With daily changes to social distancing rules and guidelines and which businesses and services stay open, access to healthcare for non-emergent cases is becoming a challenge. Patients need care, but it is not only doctors who now have a responsibility to keep fellow citizens safe and healthy.
During these uncertain times, communication from a healthcare professional or care provider can instill calm, while also flattening the curve. It is an ever-changing balance to provide care while also slowing the spread of COVID-19.
Below are five ways to engage with patients and their families, during the pandemic.
Keep Communications Clear and Precise
Just like each patient is unique, so is every medical clinic. You have policies, procedures, and guidelines that are specific to your services and clients. Communicating these on your website, via e-mail and phone with simple and straightforward wording can convey your message while reassuring your patients. Information such as how to schedule an appointment, or whether your clinic is offering virtual care is proactive information that can benefit patients, doctors, and staff.
Digitize Patient Screenings
Should your clinic remain open, offering a method to digitally screen patients in advance of entering the clinic can not only protect the health of other patients and clinic staff, but can reduce call volumes and visits by potentially infected patients.
Ensuring potential patients are aware of this new step is critical to flattening the curve and keeping the public safe.
Virtual Visits
Social distancing means turning to virtual methods as much possible, and medical appointments are no different. A virtual care visit provides an opportunity to discuss a patient’s progress and their care plan, while also determining if an in-person visit is needed.
With patients who require continued and ongoing care, the opportunity to interact “in person” with their physician can provide consistency and calm.
Patient confidentiality must be considered when sending out messages for virtual appointments. It bears stressing to the patient that a private e-mail should be used for communicating with your doctor and that the appointment should be taken in a private space.
Keep Families Informed
While we all social distance and self-isolate, family members who are actively involved in the healthcare decisions of a loved one may feel distressed at being unable to see their loved one, while also unable to participate in regularly scheduled appointments.

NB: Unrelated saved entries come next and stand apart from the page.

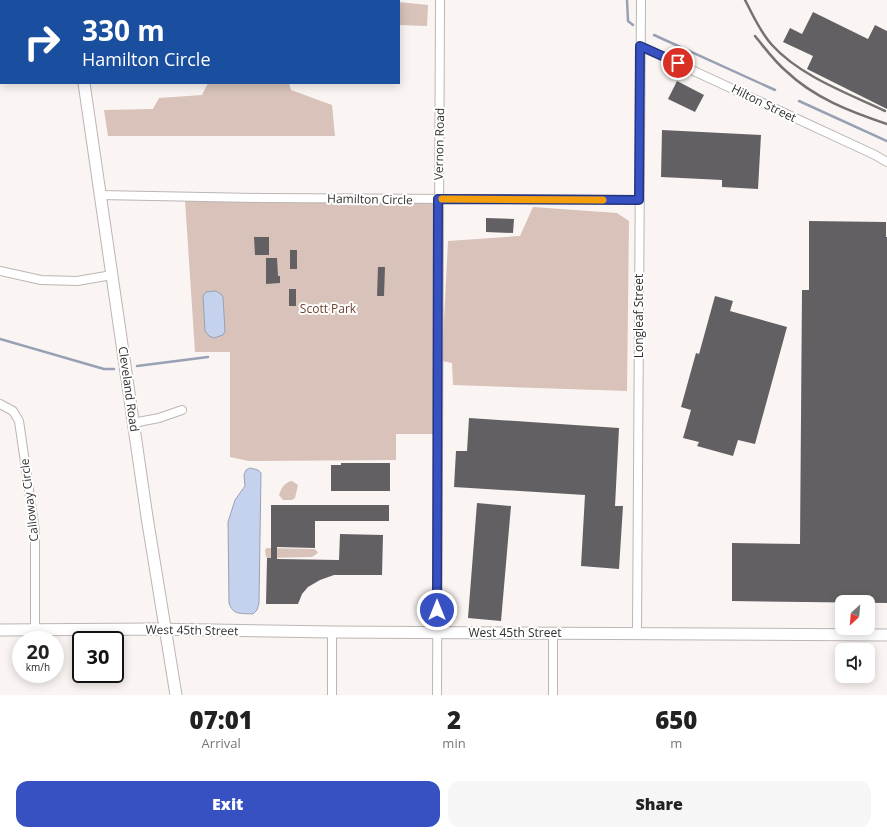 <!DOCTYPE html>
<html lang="en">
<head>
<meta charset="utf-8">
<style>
	:root { --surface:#fff; --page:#f6f6f6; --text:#222; --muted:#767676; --accent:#3751c3 }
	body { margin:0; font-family:"Open Sans",sans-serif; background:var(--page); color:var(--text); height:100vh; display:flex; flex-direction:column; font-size:15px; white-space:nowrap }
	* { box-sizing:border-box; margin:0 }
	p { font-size:13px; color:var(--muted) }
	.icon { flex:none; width:22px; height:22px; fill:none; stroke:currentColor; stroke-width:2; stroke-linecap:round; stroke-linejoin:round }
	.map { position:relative; height:695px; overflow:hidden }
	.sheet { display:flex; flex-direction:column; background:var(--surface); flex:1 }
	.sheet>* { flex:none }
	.banner { position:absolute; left:0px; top:0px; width:400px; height:84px; box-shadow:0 2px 10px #0003; background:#1a4fa0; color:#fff; overflow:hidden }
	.needle { width:26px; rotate:206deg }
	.controls { position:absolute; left:835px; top:595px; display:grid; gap:8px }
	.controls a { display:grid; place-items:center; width:40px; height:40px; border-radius:8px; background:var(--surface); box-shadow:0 2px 10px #0003; font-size:20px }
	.speed { position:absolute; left:12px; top:631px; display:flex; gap:8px; font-size:20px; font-weight:700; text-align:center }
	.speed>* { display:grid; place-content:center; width:52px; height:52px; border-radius:50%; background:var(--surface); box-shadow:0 2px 10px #0003; line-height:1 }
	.speed small { font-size:10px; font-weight:400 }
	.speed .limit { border:2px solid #111; border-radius:6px; background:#fff; color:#111 }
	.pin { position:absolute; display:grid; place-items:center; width:34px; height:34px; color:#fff; margin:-17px; border:2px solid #fff; border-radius:50%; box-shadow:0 1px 4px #0007 }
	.me { position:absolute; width:44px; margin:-22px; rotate:0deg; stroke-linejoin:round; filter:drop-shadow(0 0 3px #0008) }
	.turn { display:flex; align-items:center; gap:14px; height:84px; padding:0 16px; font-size:18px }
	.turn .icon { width:52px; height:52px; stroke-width:2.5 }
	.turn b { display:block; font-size:28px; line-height:34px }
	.eta { display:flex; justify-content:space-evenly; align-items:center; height:68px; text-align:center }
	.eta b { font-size:24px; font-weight:800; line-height:28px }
	.cta { display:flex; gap:8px; margin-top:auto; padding:8px 16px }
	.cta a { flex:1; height:46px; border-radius:12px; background:var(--accent); color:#fff; font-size:16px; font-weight:800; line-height:46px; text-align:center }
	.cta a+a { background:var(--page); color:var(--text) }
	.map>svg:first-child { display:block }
	.green { fill:#d8c2b9 }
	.water { fill:#c4d2ed; stroke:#98a1b4 }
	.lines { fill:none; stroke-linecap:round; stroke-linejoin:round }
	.stream { stroke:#98a1b4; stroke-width:2.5 }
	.building { fill:#636064 }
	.street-casing { stroke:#bbb6b3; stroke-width:10 }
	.secondary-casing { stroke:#bbb6b3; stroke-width:13 }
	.street { stroke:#fff; stroke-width:8 }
	.secondary { stroke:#fff; stroke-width:11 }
	.rail { stroke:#757270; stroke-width:2.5 }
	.route-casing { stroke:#24357f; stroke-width:10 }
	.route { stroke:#3751c3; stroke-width:7 }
	.slow { stroke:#f59e0b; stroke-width:7 }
	.labels { text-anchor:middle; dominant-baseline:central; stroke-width:4; stroke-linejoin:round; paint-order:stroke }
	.street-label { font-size:12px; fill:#32302f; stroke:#fff }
	.park-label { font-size:12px; fill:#6f412f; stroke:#fff }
</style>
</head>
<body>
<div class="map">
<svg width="887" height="695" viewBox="0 0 887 695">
	<rect width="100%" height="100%" fill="#faf5f3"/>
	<g class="green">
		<path d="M210,0H384L388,1H210Z"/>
		<path d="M399,2L428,5L427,26L399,25Z"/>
		<path d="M208,83H289L291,90L332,105L335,136H108L104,110L153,109L159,98L202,95Z"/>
		<path d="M185,200L435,203L434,434H396V460L249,461L230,457V352H195Z"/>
		<path d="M533,207L617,213L629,221L627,391L453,385L452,363L442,361L448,241L520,236Z"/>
		<path d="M292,481L298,485L295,498L292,500H283L279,495C281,488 285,482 292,481Z"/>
		<path d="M267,548L314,549L316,550L318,553L312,557L267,558L266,557L265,550Z"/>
	</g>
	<g class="water">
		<path d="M216,291L221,294L223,297L225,331L223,335L214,338L209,336L205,331L203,296L206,292Z"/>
		<path d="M250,468L258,470L261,473L259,603L257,610L253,614C242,613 233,616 229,603L228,522L235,500L245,486L244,475L246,470Z"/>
	</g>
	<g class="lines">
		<g class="stream">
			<path d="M627,0L628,21L633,25"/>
			<path d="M654,35L775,90"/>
			<path d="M799,101L887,141"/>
			<path d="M0,339L104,369H114"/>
			<path d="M137,366L208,357"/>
		</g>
	</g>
	<g class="building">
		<path d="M813,12L868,39L875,25L887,31V109L807,69L813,56L783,42L790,28L802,34Z"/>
		<path d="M677,81L704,95L695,112L668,99Z"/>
		<path d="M662,130L761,135L758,189L722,187V180L661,177Z"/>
		<path d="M486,218L514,219L513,233L486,232Z"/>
		<path d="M809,221L886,222V237H887V603L732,601V543L800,544L802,290H809Z"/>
		<path d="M254,237H269V255H255Z"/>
		<rect x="290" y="250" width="7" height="19"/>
		<path d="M266,258H277L278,276H280V283L266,284Z"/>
		<path d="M378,267H385L384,296H377Z"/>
		<rect x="289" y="289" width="7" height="17"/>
		<path d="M715,296L733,301L730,311L787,327L755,444L738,440L733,456L697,446L699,442L683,438L691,410L681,407L696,353L699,354Z"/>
		<path d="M469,418L619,428L615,506H623L619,569L581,566L585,495L454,487L456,451H467Z"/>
		<path d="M341,463H390V491H331V465H341Z"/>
		<path d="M477,503L511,506L501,621L468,618Z"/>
		<path d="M271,505H389V521H315V548L277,547V559L339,560L340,534L383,535L382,575H334L320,580L308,587L302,594L298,604H266L267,558H271Z"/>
	</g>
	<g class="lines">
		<g class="street-casing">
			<g id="street">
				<path d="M640,46L875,155L887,162"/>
				<path d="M100,195L262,198L639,200"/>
				<path d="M0,271L41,280L77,281L112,275"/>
				<path d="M0,404L13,411L19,421L35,531V630"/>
				<path d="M133,423L159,418L182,410"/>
				<path d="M637,633L641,0"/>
				<path d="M332,695V632"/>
				<path d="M437,695L440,0"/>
				<path d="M553,695V633"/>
			</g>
		</g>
		<g class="secondary-casing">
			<g id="secondary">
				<path d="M73,0V1"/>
				<path d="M84,83L147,517L176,695"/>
				<path d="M0,630L153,629L332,632L887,635"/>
			</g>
		</g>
		<use href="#street" class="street"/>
		<use href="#secondary" class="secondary"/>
		<g class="rail">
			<path d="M745,0C753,15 760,32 772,45C800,76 847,93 885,111"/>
			<path d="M755,36C765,48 774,61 786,71C814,98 851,112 887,124"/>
		</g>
	</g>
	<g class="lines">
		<g class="route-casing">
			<path id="route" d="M437,610L438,199L639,200L640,46L678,63"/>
		</g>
		<use href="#route" class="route"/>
		<path class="slow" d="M442,199L603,200"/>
	</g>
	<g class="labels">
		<g class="street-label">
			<text transform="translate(764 103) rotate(26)">Hilton Street</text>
			<text transform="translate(439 144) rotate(-89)">Vernon Road</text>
			<text transform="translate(370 199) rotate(1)">Hamilton Circle</text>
			<text transform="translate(638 316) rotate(-90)">Longleaf Street</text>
			<text transform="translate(129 389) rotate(82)">Cleveland Road</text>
			<text transform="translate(29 500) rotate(-97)">Calloway Circle</text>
			<text transform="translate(192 630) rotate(1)">West 45th Street</text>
			<text x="515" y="632">West 45th Street</text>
		</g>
		<g class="park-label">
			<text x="328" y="308">Scott Park</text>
		</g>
	</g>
</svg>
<div class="controls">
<a><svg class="needle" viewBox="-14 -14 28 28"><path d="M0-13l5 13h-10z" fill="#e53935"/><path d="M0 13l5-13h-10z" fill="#767676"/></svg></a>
<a><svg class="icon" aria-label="sound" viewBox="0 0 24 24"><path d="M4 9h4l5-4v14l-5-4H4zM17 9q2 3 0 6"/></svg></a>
</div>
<div class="speed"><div>20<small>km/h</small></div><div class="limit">30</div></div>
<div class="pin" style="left:678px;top:63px;background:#d93025"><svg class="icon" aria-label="arrive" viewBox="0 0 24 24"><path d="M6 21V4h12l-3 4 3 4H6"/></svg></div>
<svg class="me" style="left:437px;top:610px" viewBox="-20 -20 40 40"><circle r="17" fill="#3751c3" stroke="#fff" stroke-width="3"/><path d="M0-11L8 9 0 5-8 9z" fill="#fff"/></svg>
<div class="banner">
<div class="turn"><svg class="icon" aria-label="right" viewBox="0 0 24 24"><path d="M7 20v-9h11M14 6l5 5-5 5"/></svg><div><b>330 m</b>Hamilton Circle</div></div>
</div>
</div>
<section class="sheet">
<div class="eta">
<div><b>07:01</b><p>Arrival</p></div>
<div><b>2</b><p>min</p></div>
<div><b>650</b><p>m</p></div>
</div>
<div class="cta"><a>Exit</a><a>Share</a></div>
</section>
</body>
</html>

Family members and caregivers may be looking for guidance in caring for loved ones at a distance. Websites such as The Ontario Caregiver Association and the National Alliance for Caregiving are updated regularly and provide answers and resources.
Let patients/families know how to reach you and what to expect
Whether your clinic remains open or not, your patients will still have questions and concerns that need addressing. Prominently displaying new contact information or protocols, or providing alternative contacts and resources can let patients know you are thinking of them while reducing the burden on staff.
Similarly, letting them know about extended wait times, or the temporary pause of some services sets realistic expectations.
Clinics need to treat this moment of communication with their patients as an opportunity for engagement. To deliver information or instructions in a thoughtful, concise, efficient manner. Remember, your time is precious, and so is that of your patients.